Task description: Scan the listing for "radius" and copy out each line that has it.

Records:
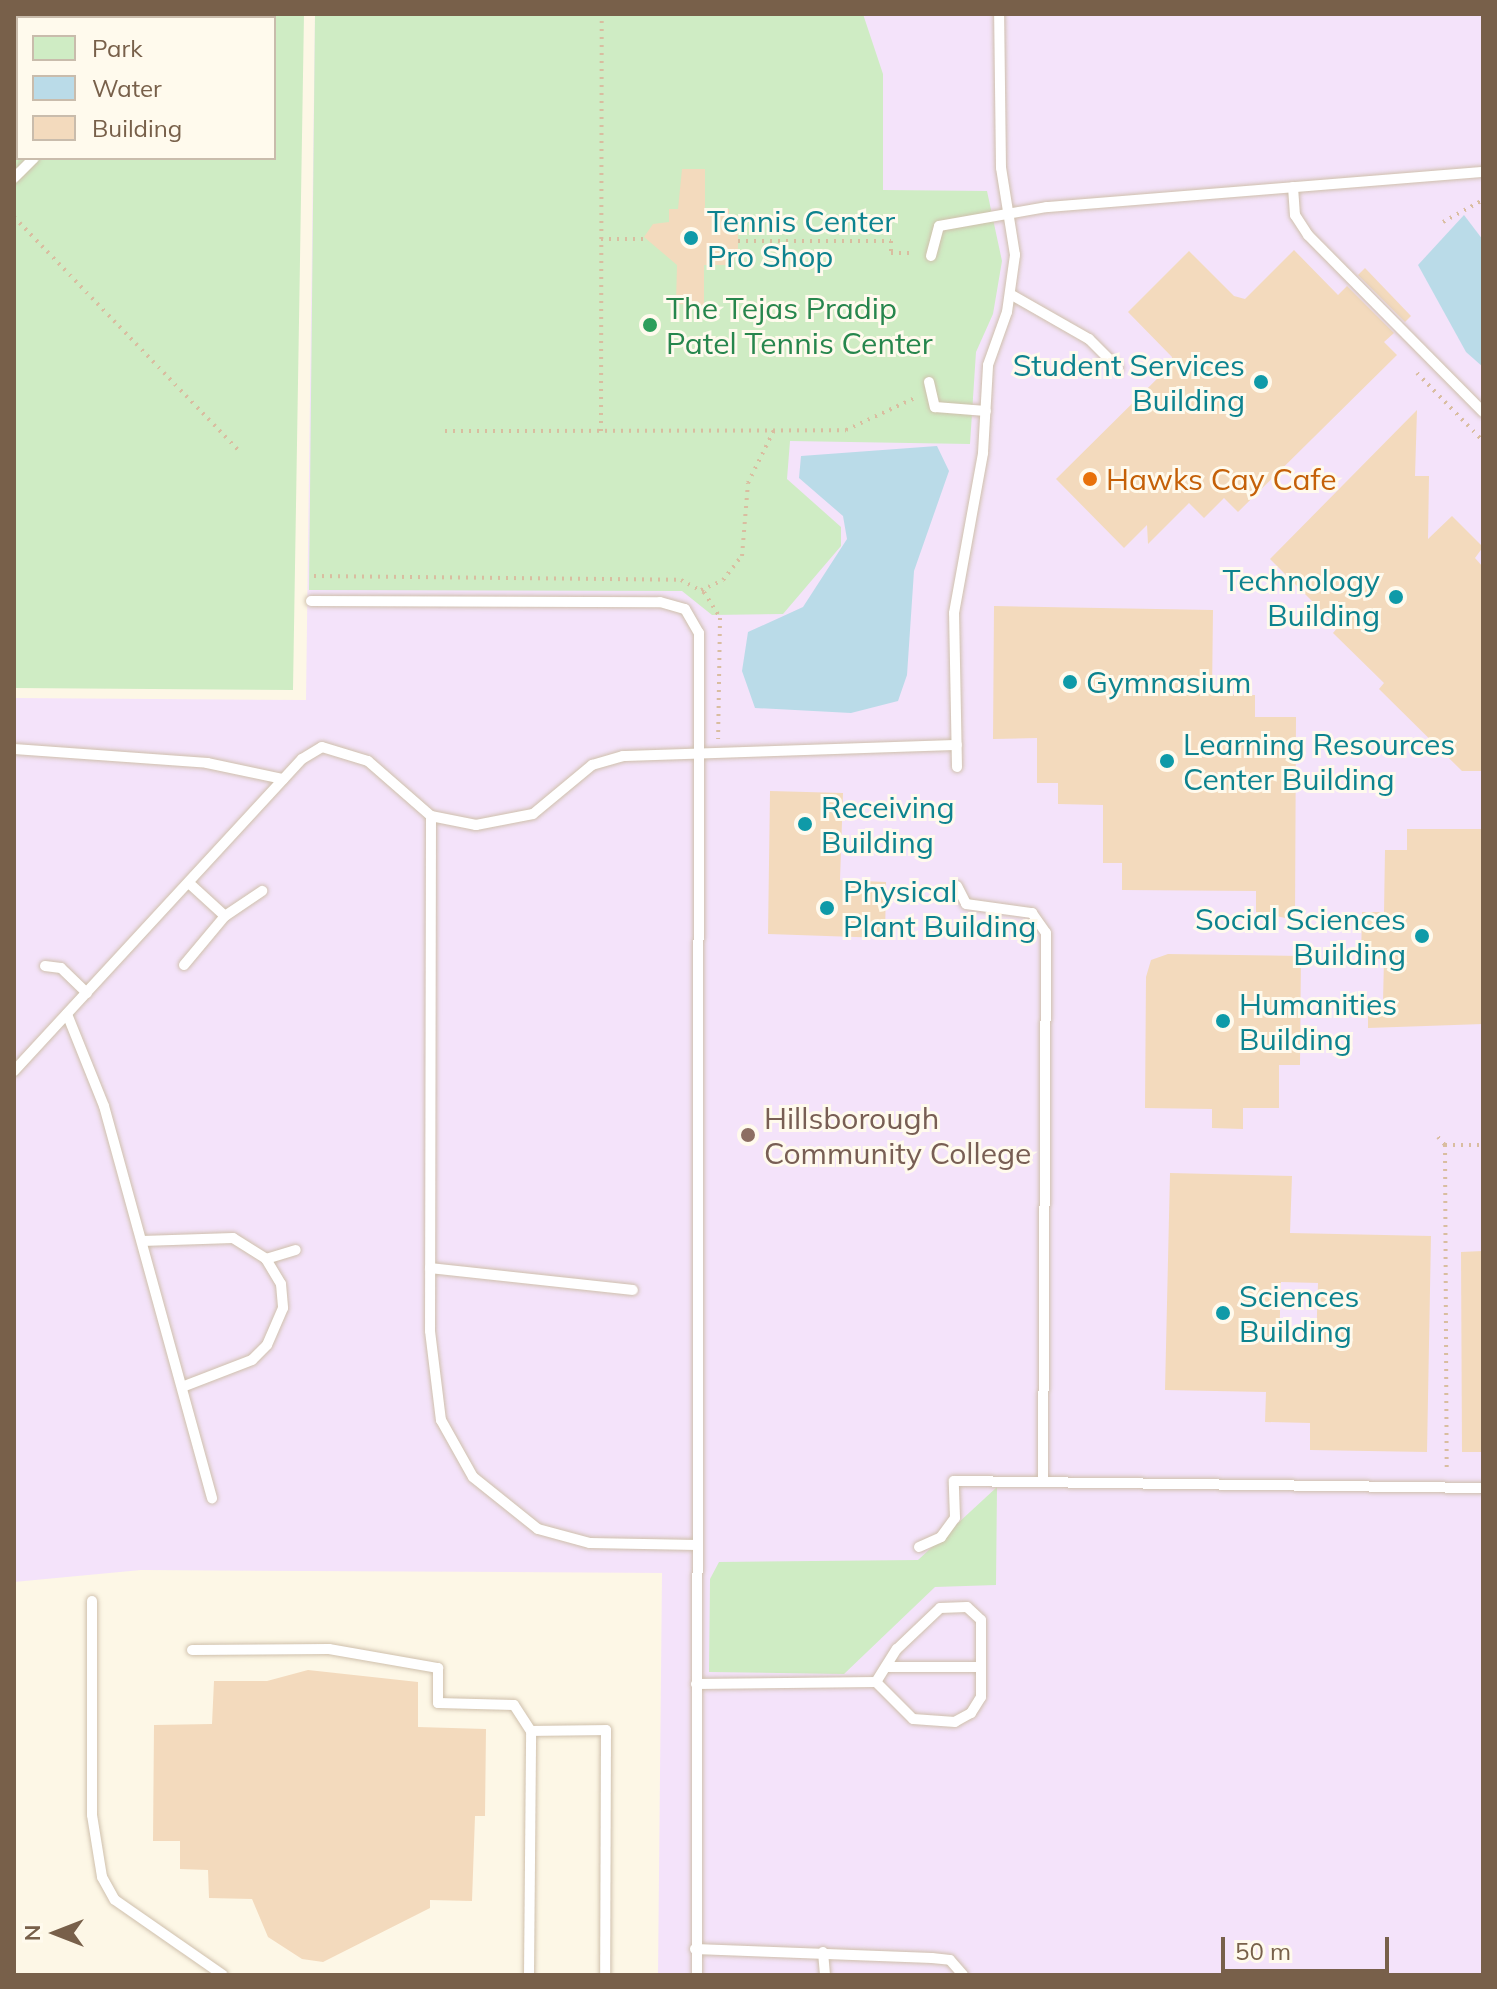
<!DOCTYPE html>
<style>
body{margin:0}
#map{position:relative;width:1497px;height:1989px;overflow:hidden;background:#fdf7e6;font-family:Mulish,sans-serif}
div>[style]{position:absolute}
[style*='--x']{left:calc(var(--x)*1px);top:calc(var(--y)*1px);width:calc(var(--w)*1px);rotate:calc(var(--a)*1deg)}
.education>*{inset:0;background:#f4e3fa}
.green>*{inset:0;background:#cfecc4}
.water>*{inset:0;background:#badbe8}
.building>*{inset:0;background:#f3dabd}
.path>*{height:4px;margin-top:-2px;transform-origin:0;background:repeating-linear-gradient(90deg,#d9bda0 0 2px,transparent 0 8px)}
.roads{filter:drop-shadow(0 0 2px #cfc0ac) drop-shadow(0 0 2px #cfc0ac)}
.lane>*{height:10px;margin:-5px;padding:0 5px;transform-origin:5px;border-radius:5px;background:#fff}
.dots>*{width:22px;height:22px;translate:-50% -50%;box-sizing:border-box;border:4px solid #fffaed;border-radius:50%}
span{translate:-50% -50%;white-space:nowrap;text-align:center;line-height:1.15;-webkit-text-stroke:6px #fffaed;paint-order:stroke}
.culture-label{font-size:30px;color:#0d838f}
.left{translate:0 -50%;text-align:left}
.right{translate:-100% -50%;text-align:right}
.leisure-label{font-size:30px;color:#27864d}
.food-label{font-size:30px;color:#c56008}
.education-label{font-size:30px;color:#785e54}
.frame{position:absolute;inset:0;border:16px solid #78604a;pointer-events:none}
.legend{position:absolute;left:16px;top:16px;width:260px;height:144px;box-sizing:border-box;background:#fffaed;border:2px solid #c9bcac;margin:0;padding:10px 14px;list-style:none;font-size:24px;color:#78604a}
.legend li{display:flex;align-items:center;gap:16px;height:40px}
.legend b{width:40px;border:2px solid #c9bcac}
.north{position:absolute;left:16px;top:1893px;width:80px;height:80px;-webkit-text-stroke:6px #fffaed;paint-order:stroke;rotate:270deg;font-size:22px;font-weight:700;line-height:32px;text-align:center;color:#78604a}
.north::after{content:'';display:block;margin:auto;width:28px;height:36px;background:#78604a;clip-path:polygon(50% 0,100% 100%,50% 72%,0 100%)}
.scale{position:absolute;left:1221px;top:1937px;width:168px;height:36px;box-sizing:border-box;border:4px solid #78604a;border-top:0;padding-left:10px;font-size:24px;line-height:28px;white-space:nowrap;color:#78604a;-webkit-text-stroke:6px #fffaed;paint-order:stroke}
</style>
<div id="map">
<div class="education">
<i style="clip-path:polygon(315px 14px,1483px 14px,1483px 1975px,658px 1975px,662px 1573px,141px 1570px,14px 1582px,14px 698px,306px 700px)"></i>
</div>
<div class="green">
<i style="clip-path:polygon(evenodd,14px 14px,304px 14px,293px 690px,14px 688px,14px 14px,18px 18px,274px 18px,274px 158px,18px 158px,18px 18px)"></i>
<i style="clip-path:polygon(315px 14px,863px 14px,883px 74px,883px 190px,987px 191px,1002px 261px,993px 314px,976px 352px,970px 444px,790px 441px,787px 479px,841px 527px,841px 546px,783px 614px,712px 615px,682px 591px,309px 590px)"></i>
<i style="clip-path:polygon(997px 1487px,996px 1585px,935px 1587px,844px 1674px,709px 1672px,710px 1579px,719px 1562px,918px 1560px)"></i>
</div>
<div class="water">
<i style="clip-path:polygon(1464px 215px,1483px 240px,1483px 367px,1466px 352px,1418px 265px)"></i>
<i style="clip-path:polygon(937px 446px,949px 471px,914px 571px,907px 675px,898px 701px,851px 713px,755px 708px,742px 671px,748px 632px,803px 607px,847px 539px,843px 516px,799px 478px,801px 456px)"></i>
</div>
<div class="building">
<i style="clip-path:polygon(682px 169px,705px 169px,705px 209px,729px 209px,729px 220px,738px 220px,738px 254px,729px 254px,729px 265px,704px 265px,704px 305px,676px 304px,677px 265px,644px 237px,653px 224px,669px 222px,669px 209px,678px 209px)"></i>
<i style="clip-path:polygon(1294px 250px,1338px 295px,1347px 286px,1394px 333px,1384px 342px,1397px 355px,1238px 512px,1224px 498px,1204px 518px,1189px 503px,1148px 544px,1147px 525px,1124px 548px,1056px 479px,1171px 365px,1172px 357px,1128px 312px,1189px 251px,1234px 296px,1245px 299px)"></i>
<i style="clip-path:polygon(1365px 268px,1411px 316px,1405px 322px,1358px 275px)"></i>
<i style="clip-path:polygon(1417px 410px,1415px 476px,1429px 476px,1428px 539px,1452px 516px,1483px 547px,1475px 558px,1483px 567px,1483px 771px,1462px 771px,1379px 689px,1384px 683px,1333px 633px,1338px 627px,1270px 559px)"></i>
<i style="clip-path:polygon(994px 606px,1213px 610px,1212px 694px,1255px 695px,1255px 717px,1296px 717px,1295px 920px,1256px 912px,1256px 891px,1122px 890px,1122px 863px,1103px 863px,1103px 805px,1058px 804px,1058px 783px,1037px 783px,1037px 738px,993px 739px)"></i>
<i style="clip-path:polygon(770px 791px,843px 793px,840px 880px,886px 882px,885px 938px,768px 934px)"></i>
<i style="clip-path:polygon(1407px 829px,1483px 829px,1483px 1024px,1368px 1028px,1368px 1000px,1383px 1001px,1384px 959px,1361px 959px,1362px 912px,1384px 912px,1385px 850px,1407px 850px)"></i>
<i style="clip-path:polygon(1168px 954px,1301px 956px,1300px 1065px,1279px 1065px,1279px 1108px,1243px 1108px,1243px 1129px,1212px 1128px,1212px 1109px,1145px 1108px,1146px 977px,1151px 960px)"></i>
<i style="clip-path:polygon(evenodd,1170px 1173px,1292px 1176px,1290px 1233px,1431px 1236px,1427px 1452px,1310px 1450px,1310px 1423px,1265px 1422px,1266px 1392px,1165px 1390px,1170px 1173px,1281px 1282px,1318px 1283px,1316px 1344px,1279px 1343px,1281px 1282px)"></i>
<i style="clip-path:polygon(1483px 1251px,1483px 1452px,1462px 1452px,1461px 1252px)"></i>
<i style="clip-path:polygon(308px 1670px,418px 1682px,418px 1727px,486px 1729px,485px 1816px,475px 1816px,472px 1901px,430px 1900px,430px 1908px,323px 1962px,302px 1959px,268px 1937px,252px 1899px,209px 1898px,208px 1870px,180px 1869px,180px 1841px,153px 1841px,154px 1725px,212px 1724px,214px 1681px,267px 1681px)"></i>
</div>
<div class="path">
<i style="--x:138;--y:18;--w:9;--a:-27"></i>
<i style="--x:14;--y:138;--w:6;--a:-45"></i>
<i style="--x:14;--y:217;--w:327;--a:46.1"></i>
<i style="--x:1443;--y:222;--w:46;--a:-28.8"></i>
<i style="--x:601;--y:239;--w:44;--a:0"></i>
<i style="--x:738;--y:241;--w:153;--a:0"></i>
<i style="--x:891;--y:241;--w:12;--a:90"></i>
<i style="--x:891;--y:253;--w:24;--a:0"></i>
<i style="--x:1417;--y:373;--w:95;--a:45.9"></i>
<i style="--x:445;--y:431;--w:401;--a:-0.1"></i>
<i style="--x:846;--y:430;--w:78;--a:-24.9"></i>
<i style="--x:601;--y:431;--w:417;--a:-89.9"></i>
<i style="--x:314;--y:576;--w:367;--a:0.6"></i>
<i style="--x:681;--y:580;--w:26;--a:28"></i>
<i style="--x:704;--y:592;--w:31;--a:58"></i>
<i style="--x:720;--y:618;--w:121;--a:90.9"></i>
<i style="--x:701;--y:590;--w:24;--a:-24"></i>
<i style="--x:723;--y:580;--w:31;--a:-52"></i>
<i style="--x:742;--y:556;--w:73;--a:-85.3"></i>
<i style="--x:748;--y:483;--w:59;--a:-63.9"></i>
<i style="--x:1438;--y:1137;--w:11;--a:49"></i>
<i style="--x:1445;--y:1145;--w:328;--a:89.7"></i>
<i style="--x:1445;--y:1145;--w:38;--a:0"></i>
</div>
<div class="roads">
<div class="lane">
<i style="--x:261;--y:14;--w:4;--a:90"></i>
<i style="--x:186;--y:18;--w:8;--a:-30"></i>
<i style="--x:14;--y:178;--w:28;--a:-45"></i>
<i style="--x:1293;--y:187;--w:28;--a:86"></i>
<i style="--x:1295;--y:215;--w:24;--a:57"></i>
<i style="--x:1308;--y:235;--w:249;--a:45.3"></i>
<i style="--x:931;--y:256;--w:31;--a:-75"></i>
<i style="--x:939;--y:226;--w:110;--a:-10"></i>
<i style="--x:1047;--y:207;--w:437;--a:-4.6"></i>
<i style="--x:1010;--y:294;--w:91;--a:29.7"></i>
<i style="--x:1089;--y:339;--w:41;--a:45"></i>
<i style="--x:929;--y:382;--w:26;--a:77"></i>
<i style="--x:935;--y:407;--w:51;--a:4.5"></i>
<i style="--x:311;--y:601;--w:349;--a:0.2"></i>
<i style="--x:660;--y:602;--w:26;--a:16"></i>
<i style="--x:685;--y:609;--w:28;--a:60"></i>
<i style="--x:699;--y:633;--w:1342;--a:90.09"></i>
<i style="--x:14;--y:749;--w:194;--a:4.1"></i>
<i style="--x:207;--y:763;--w:78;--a:11.9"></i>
<i style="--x:957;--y:767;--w:154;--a:-91.1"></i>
<i style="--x:954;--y:613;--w:163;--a:-79.7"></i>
<i style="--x:983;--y:453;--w:88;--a:-86.7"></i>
<i style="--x:988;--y:365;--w:56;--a:-70.3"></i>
<i style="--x:1007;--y:312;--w:58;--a:-82"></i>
<i style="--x:1015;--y:255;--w:88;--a:-99.1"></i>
<i style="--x:1001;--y:168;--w:154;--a:-90.7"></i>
<i style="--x:431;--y:816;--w:515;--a:90.11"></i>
<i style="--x:430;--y:1331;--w:90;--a:83"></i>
<i style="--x:441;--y:1420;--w:65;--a:60.7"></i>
<i style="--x:473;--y:1477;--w:83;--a:38.7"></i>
<i style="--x:538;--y:1529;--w:54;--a:15.1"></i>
<i style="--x:590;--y:1543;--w:107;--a:1.1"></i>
<i style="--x:190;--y:884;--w:47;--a:42.4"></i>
<i style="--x:225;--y:916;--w:45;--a:-34"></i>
<i style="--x:957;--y:886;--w:20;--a:63"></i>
<i style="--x:966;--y:904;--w:67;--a:7.8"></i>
<i style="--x:1032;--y:913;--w:24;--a:55"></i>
<i style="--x:1046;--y:933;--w:546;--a:90.31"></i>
<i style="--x:184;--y:965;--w:64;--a:-50.1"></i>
<i style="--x:45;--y:966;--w:16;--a:7"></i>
<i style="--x:61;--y:968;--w:36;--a:44"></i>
<i style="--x:67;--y:1014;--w:99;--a:68.1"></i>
<i style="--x:104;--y:1106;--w:407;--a:74.6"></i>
<i style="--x:14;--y:1071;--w:425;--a:-47.3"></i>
<i style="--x:302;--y:759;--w:23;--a:-31"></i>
<i style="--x:322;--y:747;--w:48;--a:16.9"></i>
<i style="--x:368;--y:761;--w:84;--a:41.1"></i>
<i style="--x:431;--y:816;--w:46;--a:11.3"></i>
<i style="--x:476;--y:825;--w:58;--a:-10.9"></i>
<i style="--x:533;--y:814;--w:77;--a:-39.7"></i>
<i style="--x:592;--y:765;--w:32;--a:-16"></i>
<i style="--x:623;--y:756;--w:334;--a:-1.9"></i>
<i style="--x:142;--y:1241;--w:91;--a:-1.9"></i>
<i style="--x:233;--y:1238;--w:39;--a:32"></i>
<i style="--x:266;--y:1259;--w:29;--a:59"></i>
<i style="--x:281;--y:1284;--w:24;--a:85"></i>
<i style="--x:283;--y:1308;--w:40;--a:113.4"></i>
<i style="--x:267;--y:1345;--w:21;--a:135"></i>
<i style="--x:252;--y:1360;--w:75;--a:158.9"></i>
<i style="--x:266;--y:1259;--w:31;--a:-17"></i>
<i style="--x:430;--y:1268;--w:204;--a:6.2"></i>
<i style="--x:919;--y:1547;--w:24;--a:-24"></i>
<i style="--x:941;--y:1537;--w:24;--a:-54"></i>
<i style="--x:955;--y:1518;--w:37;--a:-92"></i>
<i style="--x:954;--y:1481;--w:529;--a:0.76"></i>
<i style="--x:92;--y:1601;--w:214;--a:90"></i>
<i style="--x:92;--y:1815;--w:63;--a:80.8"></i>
<i style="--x:102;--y:1877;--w:26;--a:61"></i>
<i style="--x:115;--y:1900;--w:131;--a:34.8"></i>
<i style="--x:192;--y:1650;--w:137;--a:-0.4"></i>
<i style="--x:329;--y:1649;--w:111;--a:9.9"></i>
<i style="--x:438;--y:1668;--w:35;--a:90"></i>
<i style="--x:438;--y:1703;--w:76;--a:1.5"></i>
<i style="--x:514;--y:1705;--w:31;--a:57"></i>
<i style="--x:886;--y:1667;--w:95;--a:0"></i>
<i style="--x:696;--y:1684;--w:180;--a:-0.6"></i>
<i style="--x:876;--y:1682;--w:39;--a:-58"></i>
<i style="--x:897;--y:1649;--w:59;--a:-43.6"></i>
<i style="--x:940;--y:1608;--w:27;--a:-2"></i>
<i style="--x:967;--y:1607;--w:19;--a:43"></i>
<i style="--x:981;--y:1620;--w:77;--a:90"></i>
<i style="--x:981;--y:1697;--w:19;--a:122"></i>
<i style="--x:971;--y:1713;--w:18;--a:151"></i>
<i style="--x:955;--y:1722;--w:42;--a:-175.9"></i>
<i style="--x:913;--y:1719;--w:52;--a:-135"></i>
<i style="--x:695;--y:1949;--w:237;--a:2.2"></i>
<i style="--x:932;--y:1958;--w:18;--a:6"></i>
<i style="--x:950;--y:1960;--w:20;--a:49"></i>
<i style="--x:823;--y:1952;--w:23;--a:85"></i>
<i style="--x:529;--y:1975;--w:244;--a:-89.5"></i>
<i style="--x:531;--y:1731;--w:75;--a:-0.8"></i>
<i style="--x:606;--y:1730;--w:245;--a:90.2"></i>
</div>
</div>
<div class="dots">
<i style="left:691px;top:238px;background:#0f9aa8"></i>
<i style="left:650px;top:325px;background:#2e9e5b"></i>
<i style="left:1261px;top:382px;background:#0f9aa8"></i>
<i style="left:1090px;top:479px;background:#e8710a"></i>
<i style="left:1396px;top:597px;background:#0f9aa8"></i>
<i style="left:1070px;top:682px;background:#0f9aa8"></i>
<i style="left:1167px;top:761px;background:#0f9aa8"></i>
<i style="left:805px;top:824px;background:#0f9aa8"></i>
<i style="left:827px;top:908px;background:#0f9aa8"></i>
<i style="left:1422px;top:936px;background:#0f9aa8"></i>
<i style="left:1223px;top:1021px;background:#0f9aa8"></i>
<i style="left:748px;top:1135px;background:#8d6e63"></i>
<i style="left:1223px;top:1313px;background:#0f9aa8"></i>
</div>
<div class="culture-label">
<span class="left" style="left:707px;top:238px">Tennis Center<br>Pro Shop</span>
<span class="right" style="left:1245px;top:382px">Student Services<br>Building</span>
<span class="right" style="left:1380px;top:597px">Technology<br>Building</span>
<span class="left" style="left:1086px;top:682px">Gymnasium</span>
<span class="left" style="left:1183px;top:761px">Learning Resources<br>Center Building</span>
<span class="left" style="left:821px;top:824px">Receiving<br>Building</span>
<span class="left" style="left:843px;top:908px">Physical<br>Plant Building</span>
<span class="right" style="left:1406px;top:936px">Social Sciences<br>Building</span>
<span class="left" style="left:1239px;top:1021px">Humanities<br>Building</span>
<span class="left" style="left:1239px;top:1313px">Sciences<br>Building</span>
</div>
<div class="leisure-label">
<span class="left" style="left:666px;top:325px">The Tejas Pradip<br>Patel Tennis Center</span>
</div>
<div class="food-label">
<span class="left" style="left:1106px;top:479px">Hawks Cay Cafe</span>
</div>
<div class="education-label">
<span class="left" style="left:764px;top:1135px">Hillsborough<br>Community College</span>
</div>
<div class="frame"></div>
<ul class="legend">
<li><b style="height:22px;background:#cfecc4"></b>Park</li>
<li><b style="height:22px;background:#badbe8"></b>Water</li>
<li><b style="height:22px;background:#f3dabd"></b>Building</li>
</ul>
<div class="north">N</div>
<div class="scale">50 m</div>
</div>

Response to this exercise:
.lane>*{height:10px;margin:-5px;padding:0 5px;transform-origin:5px;border-radius:5px;background:#fff}
.dots>*{width:22px;height:22px;translate:-50% -50%;box-sizing:border-box;border:4px solid #fffaed;border-radius:50%}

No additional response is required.